About this exercise: Below are entries; copy exactly the lines from the one with "position:absolute; inset:0; border:4px" through the one with "function drawText(font, color, halo, rows, align", both included, and leave out the rest.

(Records from a collection)
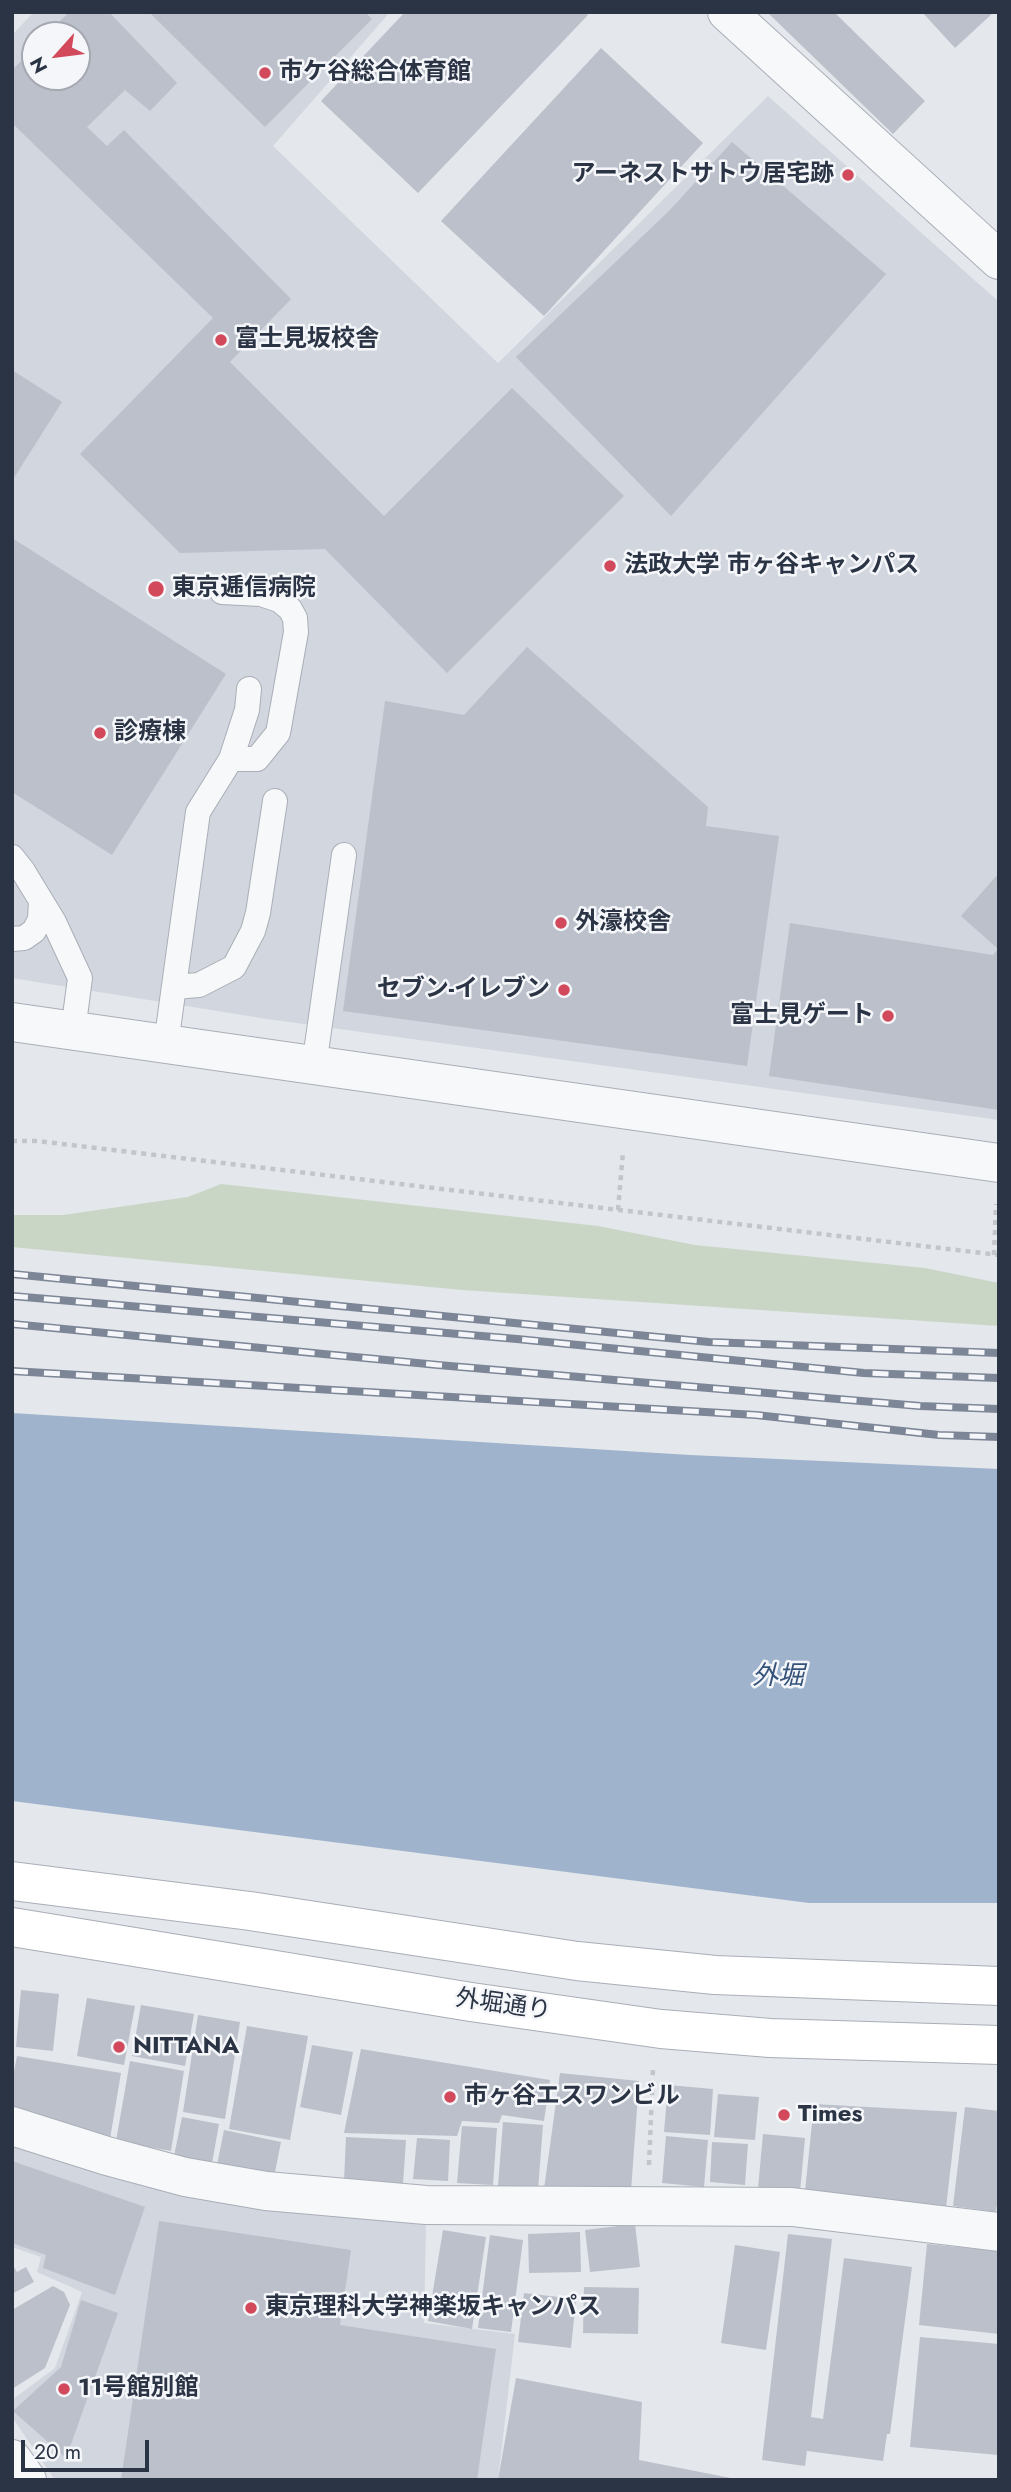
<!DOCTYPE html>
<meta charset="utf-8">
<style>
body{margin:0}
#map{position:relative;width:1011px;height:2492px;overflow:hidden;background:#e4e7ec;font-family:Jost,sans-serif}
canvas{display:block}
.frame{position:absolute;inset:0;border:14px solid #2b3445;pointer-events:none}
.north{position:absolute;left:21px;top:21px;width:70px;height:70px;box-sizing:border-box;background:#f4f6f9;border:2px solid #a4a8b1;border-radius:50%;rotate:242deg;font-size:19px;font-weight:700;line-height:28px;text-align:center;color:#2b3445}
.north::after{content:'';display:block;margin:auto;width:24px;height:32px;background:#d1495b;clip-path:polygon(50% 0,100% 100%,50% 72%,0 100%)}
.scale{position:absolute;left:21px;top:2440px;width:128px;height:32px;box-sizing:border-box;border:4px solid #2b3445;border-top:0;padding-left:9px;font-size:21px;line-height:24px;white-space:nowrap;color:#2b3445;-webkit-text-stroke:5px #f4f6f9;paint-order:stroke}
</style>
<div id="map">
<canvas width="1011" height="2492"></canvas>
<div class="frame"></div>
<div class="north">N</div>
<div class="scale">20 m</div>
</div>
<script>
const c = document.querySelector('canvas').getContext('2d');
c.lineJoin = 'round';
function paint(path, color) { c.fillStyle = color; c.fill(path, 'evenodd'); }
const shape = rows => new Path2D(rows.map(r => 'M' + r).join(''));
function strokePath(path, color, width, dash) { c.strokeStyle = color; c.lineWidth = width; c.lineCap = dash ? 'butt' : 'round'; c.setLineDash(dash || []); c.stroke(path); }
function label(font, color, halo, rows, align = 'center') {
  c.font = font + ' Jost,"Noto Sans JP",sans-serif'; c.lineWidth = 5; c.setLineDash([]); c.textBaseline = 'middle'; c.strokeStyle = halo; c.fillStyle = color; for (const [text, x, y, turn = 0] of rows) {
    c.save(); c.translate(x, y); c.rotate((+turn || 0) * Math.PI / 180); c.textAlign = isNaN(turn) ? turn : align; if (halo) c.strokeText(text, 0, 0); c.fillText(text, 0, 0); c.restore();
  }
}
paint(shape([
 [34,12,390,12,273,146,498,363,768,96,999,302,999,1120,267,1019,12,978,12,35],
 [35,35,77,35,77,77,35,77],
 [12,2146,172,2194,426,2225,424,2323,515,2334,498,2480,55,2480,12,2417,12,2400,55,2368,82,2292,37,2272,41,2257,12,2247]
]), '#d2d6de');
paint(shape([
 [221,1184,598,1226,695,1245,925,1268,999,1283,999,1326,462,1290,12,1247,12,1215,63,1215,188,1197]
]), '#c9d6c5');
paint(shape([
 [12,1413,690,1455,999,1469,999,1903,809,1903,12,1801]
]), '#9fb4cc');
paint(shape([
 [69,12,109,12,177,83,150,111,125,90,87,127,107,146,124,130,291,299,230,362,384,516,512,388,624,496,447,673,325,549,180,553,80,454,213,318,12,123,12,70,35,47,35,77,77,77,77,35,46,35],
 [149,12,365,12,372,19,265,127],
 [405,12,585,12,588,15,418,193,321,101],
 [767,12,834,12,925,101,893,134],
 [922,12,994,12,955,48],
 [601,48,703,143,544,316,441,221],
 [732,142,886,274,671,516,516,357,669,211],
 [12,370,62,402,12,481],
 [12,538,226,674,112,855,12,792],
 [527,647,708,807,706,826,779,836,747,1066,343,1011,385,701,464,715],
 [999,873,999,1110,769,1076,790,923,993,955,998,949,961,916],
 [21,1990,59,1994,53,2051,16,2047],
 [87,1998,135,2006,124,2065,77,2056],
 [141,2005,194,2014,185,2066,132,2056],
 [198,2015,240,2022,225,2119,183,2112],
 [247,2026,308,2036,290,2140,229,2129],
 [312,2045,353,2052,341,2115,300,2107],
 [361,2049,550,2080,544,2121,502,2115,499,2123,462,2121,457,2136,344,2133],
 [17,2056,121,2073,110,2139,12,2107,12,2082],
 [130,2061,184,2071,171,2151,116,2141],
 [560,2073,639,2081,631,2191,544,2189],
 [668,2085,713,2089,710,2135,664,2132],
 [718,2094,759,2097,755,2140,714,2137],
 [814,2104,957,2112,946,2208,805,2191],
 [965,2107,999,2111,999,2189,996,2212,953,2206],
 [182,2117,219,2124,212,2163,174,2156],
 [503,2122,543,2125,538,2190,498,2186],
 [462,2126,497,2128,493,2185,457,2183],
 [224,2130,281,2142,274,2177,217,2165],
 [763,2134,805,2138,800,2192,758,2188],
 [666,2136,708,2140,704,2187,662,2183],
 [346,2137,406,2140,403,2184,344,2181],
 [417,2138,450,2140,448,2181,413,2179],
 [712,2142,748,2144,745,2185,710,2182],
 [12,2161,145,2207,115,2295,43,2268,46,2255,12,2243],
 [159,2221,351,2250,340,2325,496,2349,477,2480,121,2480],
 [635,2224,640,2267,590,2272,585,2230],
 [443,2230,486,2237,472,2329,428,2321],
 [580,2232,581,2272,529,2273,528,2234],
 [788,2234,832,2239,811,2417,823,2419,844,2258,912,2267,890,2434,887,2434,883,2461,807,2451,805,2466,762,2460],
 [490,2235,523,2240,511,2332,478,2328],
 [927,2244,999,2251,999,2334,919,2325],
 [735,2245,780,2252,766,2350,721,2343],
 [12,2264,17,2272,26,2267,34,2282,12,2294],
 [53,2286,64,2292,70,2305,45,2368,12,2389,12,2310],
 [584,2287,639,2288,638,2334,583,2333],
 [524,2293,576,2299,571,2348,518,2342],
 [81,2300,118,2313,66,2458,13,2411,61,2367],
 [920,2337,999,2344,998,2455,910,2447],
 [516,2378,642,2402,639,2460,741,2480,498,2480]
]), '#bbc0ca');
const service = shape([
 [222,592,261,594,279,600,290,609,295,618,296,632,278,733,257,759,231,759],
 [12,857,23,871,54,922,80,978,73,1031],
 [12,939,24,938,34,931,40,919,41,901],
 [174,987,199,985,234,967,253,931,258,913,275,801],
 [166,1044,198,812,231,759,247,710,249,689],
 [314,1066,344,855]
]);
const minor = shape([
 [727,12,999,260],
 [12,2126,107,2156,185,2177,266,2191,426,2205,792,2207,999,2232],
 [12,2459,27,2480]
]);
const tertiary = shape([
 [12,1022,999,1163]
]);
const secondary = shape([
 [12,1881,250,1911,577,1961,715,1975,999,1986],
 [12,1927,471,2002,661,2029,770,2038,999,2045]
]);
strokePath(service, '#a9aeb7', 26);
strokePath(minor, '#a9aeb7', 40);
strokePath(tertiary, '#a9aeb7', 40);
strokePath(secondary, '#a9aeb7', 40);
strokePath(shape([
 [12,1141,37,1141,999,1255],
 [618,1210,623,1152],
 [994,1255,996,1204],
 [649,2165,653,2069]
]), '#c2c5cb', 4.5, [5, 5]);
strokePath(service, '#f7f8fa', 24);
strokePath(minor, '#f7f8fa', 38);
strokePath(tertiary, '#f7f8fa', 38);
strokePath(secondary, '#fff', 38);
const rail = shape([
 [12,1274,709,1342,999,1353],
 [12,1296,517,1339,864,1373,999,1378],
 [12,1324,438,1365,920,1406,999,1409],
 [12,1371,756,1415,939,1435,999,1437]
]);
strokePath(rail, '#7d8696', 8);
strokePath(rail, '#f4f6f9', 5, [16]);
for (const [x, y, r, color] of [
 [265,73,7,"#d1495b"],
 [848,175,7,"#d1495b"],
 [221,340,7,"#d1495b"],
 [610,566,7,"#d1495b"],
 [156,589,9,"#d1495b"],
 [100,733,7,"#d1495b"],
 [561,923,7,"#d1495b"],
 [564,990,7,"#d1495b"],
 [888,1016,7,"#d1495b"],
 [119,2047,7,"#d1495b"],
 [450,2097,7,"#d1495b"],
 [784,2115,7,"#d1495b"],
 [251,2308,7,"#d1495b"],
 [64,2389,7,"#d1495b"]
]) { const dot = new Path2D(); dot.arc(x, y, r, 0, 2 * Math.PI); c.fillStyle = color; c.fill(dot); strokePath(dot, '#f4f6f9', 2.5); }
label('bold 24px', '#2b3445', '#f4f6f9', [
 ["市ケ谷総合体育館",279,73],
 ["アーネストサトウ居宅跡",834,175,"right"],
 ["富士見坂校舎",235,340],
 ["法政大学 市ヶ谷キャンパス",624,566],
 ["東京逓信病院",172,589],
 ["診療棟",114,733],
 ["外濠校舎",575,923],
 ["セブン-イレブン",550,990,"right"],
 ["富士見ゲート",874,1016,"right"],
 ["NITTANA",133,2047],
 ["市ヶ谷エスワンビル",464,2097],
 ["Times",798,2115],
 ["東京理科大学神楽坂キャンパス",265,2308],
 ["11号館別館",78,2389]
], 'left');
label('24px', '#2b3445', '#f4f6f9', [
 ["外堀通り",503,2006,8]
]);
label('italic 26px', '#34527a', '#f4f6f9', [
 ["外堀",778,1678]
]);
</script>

* * *

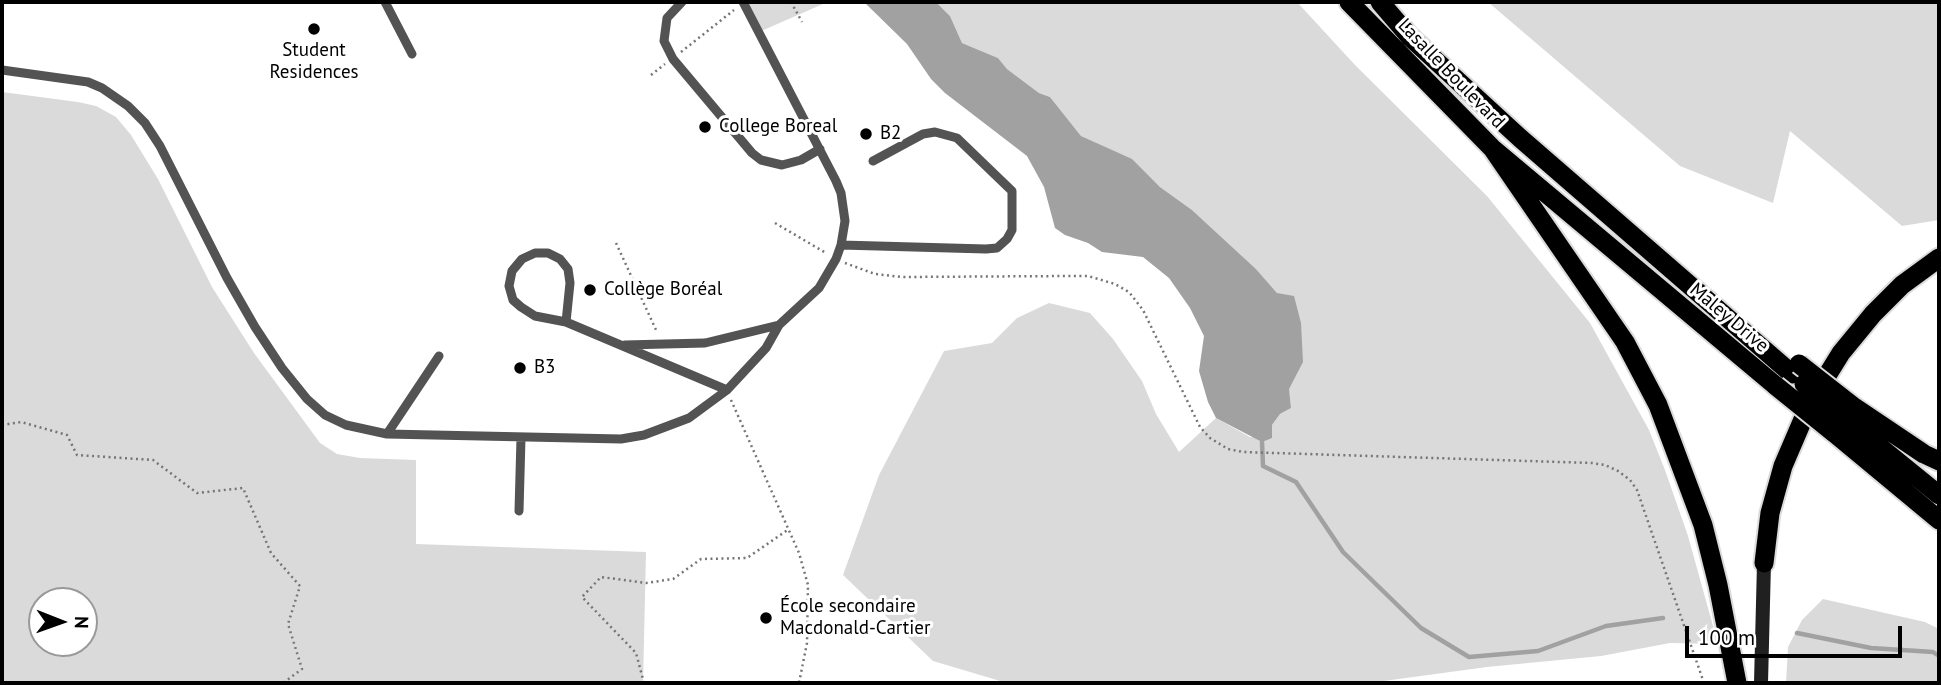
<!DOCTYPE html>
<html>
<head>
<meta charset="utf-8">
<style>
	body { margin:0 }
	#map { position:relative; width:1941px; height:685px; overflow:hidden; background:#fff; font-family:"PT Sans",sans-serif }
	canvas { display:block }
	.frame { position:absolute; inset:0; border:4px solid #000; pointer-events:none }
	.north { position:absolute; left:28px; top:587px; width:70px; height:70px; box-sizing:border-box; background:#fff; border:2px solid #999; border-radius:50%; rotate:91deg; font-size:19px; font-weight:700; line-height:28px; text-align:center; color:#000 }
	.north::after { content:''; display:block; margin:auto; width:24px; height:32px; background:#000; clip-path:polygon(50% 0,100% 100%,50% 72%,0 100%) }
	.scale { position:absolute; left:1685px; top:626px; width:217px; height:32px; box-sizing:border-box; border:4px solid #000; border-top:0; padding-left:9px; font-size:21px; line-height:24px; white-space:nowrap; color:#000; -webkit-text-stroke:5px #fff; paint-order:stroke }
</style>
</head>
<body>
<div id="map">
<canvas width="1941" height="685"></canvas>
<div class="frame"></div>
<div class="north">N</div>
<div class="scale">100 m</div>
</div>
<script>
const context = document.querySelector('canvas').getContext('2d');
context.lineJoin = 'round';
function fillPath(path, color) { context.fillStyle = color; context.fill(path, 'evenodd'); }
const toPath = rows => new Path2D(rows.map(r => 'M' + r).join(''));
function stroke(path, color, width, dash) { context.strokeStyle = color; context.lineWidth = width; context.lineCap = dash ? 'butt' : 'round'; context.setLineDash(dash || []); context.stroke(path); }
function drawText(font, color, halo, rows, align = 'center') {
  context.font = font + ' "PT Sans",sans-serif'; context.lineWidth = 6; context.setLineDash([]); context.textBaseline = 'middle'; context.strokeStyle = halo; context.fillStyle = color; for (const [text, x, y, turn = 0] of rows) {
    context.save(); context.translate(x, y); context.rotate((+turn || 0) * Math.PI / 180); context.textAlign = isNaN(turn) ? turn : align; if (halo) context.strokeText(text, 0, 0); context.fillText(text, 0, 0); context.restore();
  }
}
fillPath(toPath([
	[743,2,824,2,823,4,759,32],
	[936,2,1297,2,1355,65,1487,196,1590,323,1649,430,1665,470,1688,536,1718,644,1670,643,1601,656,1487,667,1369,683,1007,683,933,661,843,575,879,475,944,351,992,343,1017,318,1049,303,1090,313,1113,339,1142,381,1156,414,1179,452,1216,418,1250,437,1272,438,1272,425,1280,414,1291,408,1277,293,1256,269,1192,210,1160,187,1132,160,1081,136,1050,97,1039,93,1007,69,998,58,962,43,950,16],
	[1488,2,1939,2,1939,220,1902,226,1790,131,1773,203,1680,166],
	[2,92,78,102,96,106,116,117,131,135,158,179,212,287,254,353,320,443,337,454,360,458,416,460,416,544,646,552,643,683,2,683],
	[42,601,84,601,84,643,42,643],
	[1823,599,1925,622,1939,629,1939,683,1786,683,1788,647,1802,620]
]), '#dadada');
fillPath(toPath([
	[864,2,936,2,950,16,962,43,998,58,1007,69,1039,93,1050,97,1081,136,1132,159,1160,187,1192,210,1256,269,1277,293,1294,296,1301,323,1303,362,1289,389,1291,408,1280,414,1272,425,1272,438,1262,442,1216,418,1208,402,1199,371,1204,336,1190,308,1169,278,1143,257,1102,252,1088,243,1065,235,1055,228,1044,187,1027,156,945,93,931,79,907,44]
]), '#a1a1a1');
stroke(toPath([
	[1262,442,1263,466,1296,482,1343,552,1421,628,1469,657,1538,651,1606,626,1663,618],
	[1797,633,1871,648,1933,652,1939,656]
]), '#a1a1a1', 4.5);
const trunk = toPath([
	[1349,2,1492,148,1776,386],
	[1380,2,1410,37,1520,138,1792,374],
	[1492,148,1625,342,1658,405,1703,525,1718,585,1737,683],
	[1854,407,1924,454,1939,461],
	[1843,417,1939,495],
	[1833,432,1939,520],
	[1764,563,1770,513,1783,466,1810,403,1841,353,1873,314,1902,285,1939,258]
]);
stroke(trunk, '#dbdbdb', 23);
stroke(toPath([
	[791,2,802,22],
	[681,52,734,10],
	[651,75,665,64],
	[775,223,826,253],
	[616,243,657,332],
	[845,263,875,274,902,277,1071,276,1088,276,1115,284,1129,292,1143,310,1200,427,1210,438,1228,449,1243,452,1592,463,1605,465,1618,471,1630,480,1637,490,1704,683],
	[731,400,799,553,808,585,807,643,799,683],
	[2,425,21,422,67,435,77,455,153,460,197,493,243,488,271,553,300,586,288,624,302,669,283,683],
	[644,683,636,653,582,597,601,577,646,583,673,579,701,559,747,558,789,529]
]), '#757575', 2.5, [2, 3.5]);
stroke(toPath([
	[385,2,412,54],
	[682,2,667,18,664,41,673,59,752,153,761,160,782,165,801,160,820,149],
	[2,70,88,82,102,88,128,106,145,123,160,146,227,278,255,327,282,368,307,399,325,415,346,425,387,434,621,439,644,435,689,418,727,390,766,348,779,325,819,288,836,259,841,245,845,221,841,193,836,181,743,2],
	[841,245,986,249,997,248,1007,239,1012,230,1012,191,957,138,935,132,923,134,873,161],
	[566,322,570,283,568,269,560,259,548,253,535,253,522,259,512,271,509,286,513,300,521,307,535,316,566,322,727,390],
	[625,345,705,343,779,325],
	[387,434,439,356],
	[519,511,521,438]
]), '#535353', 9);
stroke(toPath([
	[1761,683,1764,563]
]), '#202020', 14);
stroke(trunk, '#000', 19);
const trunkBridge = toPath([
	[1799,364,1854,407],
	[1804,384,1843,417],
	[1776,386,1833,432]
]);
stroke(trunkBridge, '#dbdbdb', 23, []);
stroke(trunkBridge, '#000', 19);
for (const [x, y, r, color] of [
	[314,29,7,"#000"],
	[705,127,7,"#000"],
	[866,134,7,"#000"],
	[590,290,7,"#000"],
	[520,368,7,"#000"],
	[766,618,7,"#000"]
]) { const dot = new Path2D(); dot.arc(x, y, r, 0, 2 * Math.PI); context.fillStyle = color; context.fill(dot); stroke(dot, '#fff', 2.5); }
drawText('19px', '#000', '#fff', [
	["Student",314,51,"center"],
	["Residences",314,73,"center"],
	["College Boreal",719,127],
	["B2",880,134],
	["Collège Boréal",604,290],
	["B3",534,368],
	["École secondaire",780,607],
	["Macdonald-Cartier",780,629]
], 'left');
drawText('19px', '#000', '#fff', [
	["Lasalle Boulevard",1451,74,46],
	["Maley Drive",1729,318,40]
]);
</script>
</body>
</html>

Result of this task:
	.frame { position:absolute; inset:0; border:4px solid #000; pointer-events:none }
	.north { position:absolute; left:28px; top:587px; width:70px; height:70px; box-sizing:border-box; background:#fff; border:2px solid #999; border-radius:50%; rotate:91deg; font-size:19px; font-weight:700; line-height:28px; text-align:center; color:#000 }
	.north::after { content:''; display:block; margin:auto; width:24px; height:32px; background:#000; clip-path:polygon(50% 0,100% 100%,50% 72%,0 100%) }
	.scale { position:absolute; left:1685px; top:626px; width:217px; height:32px; box-sizing:border-box; border:4px solid #000; border-top:0; padding-left:9px; font-size:21px; line-height:24px; white-space:nowrap; color:#000; -webkit-text-stroke:5px #fff; paint-order:stroke }
</style>
</head>
<body>
<div id="map">
<canvas width="1941" height="685"></canvas>
<div class="frame"></div>
<div class="north">N</div>
<div class="scale">100 m</div>
</div>
<script>
const context = document.querySelector('canvas').getContext('2d');
context.lineJoin = 'round';
function fillPath(path, color) { context.fillStyle = color; context.fill(path, 'evenodd'); }
const toPath = rows => new Path2D(rows.map(r => 'M' + r).join(''));
function stroke(path, color, width, dash) { context.strokeStyle = color; context.lineWidth = width; context.lineCap = dash ? 'butt' : 'round'; context.setLineDash(dash || []); context.stroke(path); }
function drawText(font, color, halo, rows, align = 'center') {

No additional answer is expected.